• [PROMPT]
Check every line below for the word "function" and show those that hold it.

• [ENTRIES PROVIDED]
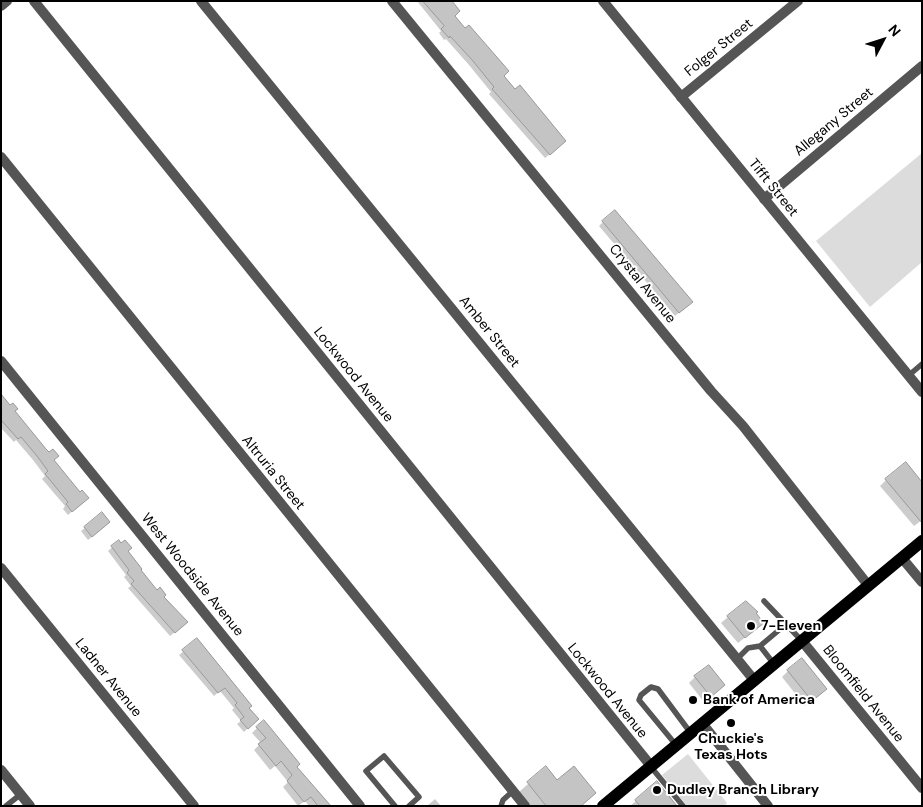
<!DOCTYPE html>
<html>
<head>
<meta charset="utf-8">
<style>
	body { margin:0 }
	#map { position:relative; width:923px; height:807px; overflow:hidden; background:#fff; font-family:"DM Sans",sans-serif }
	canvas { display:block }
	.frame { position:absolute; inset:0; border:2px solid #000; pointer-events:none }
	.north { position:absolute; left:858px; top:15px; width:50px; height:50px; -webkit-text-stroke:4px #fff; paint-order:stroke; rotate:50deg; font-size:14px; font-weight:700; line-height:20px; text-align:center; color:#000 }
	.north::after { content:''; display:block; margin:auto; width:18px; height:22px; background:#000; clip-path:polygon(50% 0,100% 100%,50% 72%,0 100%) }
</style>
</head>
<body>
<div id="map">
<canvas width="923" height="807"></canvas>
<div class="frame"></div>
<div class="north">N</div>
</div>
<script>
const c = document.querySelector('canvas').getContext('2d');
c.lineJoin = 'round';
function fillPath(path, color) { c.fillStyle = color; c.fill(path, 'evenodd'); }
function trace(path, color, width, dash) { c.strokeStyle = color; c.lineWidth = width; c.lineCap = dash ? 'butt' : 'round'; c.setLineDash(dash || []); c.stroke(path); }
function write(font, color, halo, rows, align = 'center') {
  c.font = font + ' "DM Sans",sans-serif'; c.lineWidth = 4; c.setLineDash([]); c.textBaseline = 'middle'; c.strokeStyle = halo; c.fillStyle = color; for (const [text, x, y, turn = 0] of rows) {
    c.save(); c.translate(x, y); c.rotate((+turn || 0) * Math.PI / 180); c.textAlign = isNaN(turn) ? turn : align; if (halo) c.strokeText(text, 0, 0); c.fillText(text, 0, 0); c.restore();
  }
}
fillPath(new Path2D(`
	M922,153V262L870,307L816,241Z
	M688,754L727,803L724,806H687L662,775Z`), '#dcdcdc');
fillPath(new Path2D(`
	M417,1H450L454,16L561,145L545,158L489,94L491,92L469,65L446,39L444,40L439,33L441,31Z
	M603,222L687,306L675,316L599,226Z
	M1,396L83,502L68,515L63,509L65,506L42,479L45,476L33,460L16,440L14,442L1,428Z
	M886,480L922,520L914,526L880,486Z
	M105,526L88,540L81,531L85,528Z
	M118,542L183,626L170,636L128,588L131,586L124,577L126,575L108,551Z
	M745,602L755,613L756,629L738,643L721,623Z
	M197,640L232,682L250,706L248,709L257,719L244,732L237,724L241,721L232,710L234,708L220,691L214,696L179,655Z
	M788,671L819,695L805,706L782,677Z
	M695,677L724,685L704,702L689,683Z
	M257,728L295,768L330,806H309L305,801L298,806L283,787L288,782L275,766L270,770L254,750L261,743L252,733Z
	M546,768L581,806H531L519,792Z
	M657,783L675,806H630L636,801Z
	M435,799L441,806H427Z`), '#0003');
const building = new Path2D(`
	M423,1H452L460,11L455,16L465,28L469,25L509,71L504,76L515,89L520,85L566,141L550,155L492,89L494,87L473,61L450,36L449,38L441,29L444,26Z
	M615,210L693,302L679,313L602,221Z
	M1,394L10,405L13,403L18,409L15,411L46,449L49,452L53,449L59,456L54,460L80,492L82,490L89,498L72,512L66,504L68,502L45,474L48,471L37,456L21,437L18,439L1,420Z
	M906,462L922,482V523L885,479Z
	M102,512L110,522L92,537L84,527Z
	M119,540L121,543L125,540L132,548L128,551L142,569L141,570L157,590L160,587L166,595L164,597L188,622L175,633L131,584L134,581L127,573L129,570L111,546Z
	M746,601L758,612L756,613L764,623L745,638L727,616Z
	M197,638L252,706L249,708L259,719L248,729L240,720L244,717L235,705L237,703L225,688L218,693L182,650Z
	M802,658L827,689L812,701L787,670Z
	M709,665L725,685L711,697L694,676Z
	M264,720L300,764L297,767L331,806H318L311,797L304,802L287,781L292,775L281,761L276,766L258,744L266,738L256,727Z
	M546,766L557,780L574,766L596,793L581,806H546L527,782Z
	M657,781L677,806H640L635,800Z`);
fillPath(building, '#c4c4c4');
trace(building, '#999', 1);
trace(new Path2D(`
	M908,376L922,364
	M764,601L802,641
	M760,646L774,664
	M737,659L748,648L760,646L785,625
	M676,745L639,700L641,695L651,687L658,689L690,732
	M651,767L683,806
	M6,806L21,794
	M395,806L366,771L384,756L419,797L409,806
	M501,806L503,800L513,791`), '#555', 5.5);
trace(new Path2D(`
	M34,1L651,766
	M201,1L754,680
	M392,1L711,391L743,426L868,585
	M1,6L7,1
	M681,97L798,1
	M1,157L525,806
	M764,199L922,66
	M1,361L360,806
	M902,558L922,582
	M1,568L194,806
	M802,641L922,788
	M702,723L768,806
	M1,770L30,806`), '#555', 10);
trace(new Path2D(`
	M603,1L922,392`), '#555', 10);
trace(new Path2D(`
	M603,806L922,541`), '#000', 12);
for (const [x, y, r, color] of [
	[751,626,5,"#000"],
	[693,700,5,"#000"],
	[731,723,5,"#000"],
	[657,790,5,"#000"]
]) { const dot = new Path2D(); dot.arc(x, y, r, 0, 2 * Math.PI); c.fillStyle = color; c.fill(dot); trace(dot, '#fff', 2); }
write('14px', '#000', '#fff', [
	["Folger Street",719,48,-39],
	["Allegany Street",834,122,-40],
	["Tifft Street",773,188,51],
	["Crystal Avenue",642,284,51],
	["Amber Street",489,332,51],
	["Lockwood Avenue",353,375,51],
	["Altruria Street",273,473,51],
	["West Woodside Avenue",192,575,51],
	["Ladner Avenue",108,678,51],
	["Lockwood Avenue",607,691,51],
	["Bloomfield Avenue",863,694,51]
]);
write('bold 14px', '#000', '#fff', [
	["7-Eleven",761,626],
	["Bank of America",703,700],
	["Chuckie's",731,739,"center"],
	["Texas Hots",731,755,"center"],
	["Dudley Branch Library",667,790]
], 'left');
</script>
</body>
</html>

• [OUTPUT FOR THIS TASK]
function fillPath(path, color) { c.fillStyle = color; c.fill(path, 'evenodd'); }
function trace(path, color, width, dash) { c.strokeStyle = color; c.lineWidth = width; c.lineCap = dash ? 'butt' : 'round'; c.setLineDash(dash || []); c.stroke(path); }
function write(font, color, halo, rows, align = 'center') {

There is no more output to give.